AMLO doesn’t appear to be very effective so far, certainly not internationally. A socialist right on America’s doorstep. Can’t be easy.
• Mexico President Calls For Julian Assange To Be Released From UK Prison (R.)
Mexico’s President Andres Manuel Lopez Obrador on Friday called for Wikileaks founder Julian Assange to be released from prison in London, urging an end to what he described as his “torture” in detention. Assange, 48, is in a British jail for skipping bail when he sought asylum in Ecuador’s embassy in London, where he spent nearly seven years to avoid extradition to Sweden over allegations of rape that were dropped in November. Assange is also battling U.S. attempts to extradite him over Wikileaks’ publication of vast caches of leaked military documents and diplomatic cables. He faces a lengthy prison term if extradited to the United States.

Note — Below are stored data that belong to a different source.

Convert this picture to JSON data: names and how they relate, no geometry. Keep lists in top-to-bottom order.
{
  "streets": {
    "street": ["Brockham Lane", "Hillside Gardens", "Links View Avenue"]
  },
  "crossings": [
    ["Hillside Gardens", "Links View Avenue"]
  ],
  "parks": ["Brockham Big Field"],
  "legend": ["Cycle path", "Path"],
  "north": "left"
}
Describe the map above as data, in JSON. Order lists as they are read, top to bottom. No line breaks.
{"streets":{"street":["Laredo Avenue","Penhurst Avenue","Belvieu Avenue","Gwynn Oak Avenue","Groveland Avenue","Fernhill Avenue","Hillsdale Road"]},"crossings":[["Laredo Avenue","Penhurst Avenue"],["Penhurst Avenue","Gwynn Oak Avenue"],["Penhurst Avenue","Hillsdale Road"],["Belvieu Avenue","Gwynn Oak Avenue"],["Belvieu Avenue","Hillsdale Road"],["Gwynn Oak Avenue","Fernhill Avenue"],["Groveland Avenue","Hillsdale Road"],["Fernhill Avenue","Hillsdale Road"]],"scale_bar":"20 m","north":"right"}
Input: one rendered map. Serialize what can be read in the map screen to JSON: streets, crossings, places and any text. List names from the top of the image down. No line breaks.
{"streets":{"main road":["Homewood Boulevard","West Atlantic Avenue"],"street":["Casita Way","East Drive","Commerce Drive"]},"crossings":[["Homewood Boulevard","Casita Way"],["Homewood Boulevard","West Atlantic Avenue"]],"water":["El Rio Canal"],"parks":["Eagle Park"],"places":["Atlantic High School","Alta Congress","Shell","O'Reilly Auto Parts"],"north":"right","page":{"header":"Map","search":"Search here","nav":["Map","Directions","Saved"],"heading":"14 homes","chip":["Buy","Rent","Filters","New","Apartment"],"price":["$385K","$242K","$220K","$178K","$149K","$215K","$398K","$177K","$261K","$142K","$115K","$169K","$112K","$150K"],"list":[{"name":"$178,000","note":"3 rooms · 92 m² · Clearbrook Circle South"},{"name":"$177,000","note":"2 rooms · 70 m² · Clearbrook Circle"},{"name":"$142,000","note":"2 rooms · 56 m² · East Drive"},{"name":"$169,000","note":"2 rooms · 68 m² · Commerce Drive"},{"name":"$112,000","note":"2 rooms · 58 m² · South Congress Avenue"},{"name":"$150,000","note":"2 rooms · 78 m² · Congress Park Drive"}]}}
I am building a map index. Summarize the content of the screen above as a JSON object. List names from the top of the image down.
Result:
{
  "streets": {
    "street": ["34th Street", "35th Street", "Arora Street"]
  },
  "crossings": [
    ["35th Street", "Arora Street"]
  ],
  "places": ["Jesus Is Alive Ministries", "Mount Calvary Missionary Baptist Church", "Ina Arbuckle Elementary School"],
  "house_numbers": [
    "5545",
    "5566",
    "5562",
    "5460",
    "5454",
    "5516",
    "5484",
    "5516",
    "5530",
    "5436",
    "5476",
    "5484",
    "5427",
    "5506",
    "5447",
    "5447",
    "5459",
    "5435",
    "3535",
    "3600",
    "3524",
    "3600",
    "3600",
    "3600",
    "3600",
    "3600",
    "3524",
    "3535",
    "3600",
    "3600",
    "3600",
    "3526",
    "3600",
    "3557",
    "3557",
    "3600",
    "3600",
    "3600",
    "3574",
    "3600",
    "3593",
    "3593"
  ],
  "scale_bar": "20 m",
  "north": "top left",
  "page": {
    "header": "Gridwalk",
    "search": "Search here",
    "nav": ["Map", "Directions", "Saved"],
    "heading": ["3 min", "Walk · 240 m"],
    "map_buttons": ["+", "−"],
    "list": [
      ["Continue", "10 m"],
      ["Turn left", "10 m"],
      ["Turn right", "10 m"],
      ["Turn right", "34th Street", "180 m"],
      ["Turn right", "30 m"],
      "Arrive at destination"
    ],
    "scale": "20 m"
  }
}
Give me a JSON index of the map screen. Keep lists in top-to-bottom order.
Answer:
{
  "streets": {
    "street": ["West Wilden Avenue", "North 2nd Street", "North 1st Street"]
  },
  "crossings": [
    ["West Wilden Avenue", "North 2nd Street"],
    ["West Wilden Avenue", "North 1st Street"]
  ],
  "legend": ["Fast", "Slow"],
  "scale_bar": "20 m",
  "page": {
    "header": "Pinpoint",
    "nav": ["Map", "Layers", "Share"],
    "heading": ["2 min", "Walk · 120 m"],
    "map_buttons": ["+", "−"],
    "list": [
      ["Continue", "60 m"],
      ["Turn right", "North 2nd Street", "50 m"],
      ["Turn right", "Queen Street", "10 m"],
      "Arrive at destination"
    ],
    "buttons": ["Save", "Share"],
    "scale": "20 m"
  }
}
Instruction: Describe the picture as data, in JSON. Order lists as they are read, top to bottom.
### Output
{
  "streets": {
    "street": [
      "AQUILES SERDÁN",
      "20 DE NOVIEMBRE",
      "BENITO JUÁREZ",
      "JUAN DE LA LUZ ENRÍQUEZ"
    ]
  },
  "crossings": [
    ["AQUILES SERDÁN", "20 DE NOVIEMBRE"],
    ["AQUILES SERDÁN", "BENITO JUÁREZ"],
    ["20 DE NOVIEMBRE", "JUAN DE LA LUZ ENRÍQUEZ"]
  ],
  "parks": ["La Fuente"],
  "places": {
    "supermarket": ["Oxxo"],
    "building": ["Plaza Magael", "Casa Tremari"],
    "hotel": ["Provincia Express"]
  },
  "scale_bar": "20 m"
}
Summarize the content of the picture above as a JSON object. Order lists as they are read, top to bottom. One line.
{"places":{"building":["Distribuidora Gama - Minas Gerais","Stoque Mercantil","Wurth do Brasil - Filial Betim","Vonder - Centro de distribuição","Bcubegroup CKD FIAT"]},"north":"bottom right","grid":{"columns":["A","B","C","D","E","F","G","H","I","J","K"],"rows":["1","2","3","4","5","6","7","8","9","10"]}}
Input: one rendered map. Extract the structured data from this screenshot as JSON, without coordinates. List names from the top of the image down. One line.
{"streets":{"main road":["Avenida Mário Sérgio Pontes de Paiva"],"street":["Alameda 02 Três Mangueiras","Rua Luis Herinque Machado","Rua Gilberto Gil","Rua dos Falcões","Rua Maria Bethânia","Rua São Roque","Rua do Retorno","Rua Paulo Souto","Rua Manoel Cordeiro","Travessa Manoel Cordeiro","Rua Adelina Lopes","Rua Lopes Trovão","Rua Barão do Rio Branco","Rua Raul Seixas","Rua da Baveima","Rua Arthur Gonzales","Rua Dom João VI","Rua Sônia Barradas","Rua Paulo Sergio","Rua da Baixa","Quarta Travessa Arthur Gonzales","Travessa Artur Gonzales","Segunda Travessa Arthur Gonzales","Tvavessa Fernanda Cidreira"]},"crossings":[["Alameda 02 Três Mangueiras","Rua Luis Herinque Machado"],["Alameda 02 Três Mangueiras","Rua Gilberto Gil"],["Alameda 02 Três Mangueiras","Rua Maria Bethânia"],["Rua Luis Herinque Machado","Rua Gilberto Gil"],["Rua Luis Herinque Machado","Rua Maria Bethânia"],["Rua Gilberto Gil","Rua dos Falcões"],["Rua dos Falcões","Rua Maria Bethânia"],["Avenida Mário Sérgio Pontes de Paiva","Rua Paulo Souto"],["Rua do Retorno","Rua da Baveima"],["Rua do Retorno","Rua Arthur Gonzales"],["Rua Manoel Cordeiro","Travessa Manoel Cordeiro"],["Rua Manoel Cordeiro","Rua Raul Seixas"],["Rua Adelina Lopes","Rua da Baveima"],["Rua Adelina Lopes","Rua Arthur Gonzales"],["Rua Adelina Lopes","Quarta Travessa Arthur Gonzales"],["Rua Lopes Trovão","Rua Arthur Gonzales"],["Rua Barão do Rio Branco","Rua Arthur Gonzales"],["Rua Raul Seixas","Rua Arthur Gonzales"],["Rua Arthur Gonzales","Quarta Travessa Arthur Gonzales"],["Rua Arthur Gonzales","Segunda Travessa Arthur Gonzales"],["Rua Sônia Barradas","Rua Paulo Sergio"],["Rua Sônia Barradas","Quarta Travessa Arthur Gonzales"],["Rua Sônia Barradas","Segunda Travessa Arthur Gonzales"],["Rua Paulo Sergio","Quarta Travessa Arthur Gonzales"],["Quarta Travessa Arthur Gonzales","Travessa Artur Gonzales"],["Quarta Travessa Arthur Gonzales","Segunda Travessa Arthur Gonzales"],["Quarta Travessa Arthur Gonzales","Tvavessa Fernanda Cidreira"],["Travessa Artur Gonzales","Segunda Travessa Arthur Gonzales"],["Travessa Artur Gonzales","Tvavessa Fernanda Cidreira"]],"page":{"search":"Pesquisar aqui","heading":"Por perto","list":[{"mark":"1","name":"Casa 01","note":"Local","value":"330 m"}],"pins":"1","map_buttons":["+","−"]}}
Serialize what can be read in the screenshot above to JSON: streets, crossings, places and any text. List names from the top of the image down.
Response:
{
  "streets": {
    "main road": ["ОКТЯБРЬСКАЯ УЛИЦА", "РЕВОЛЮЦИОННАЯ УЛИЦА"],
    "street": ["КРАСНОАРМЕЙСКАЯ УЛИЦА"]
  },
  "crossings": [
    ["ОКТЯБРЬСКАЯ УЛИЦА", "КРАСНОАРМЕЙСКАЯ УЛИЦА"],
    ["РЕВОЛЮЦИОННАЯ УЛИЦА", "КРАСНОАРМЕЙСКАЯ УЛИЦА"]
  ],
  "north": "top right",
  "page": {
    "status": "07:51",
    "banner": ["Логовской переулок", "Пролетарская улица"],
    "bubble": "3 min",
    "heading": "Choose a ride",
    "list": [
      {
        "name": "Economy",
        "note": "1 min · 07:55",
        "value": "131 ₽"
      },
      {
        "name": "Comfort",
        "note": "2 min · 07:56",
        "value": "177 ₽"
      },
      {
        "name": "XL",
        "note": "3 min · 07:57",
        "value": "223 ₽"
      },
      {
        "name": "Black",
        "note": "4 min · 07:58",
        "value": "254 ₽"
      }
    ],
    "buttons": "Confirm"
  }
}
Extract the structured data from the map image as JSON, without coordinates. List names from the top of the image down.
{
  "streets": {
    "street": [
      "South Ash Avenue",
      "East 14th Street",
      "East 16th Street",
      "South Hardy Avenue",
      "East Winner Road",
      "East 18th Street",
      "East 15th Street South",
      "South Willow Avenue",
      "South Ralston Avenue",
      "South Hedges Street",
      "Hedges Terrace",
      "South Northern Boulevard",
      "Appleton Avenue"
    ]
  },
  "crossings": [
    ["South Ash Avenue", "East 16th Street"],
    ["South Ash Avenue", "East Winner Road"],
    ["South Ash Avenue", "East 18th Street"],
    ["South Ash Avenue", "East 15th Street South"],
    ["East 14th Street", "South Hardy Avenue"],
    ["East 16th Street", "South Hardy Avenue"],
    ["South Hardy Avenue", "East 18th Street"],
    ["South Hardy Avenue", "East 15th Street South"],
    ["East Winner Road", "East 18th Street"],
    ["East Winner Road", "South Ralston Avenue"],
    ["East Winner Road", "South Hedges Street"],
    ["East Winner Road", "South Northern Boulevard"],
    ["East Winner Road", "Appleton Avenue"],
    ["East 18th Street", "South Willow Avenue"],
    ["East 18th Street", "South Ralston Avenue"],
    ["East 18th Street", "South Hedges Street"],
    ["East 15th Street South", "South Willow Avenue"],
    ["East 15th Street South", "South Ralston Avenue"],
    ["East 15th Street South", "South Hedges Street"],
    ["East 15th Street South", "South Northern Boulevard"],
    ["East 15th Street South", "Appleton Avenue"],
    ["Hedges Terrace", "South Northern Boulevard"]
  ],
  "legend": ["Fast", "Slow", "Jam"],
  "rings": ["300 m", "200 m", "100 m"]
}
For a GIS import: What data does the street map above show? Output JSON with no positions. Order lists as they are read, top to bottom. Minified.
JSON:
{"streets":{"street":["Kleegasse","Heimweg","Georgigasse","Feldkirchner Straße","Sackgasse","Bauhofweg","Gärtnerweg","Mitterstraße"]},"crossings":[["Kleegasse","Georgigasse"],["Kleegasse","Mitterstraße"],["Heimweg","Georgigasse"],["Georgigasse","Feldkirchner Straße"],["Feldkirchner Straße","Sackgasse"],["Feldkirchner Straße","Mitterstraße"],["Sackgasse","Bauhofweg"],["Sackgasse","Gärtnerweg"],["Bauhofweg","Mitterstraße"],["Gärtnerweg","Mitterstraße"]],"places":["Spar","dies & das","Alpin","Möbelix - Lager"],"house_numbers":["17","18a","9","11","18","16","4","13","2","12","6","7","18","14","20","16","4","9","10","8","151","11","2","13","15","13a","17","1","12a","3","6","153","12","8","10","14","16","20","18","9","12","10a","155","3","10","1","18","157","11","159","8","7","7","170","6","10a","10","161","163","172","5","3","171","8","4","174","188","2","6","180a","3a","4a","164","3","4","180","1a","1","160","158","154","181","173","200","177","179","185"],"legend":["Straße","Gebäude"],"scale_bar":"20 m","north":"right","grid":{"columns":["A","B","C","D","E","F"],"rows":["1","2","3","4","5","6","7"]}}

A U.N. human rights investigator last year said Assange has suffered psychological torture from a defamation campaign and should not be extradited to the United States where he would face a “politicized show trial.” Lopez Obrador, a leftist who has close ties with Britain’s opposition Labour Party leader Jeremy Corbyn, expressed his solidarity with Assange and said he hoped the former hacker and activist is “forgiven and released” from prison. “I don’t know if he has recognized that he acted against rules and norms of a political system, but at the time these cables demonstrated how the world system functions in its authoritarian nature,” Lopez Obrador said in response to a question about Assange at a regular government news briefing. “Hopefully consideration will be given to this, and he’s released and won’t continue to be tortured.”